Could every line below be written out exactly as it appears?

Stored items:
━━━━━━━━━━━━━━━━━━━━
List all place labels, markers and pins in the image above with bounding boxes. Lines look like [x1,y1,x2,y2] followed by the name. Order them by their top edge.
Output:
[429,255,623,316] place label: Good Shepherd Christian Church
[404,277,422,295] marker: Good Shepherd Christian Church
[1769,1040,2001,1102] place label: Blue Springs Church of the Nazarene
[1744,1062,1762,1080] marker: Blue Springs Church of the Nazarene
━━━━━━━━━━━━━━━━━━━━
* **Response**:
List all place labels, markers and pins in the image above with bounding boxes. Lines look like [x1,y1,x2,y2] followed by the name. Order them by their top edge.
Output:
[429,255,623,316] place label: Good Shepherd Christian Church
[404,277,422,295] marker: Good Shepherd Christian Church
[1769,1040,2001,1102] place label: Blue Springs Church of the Nazarene
[1744,1062,1762,1080] marker: Blue Springs Church of the Nazarene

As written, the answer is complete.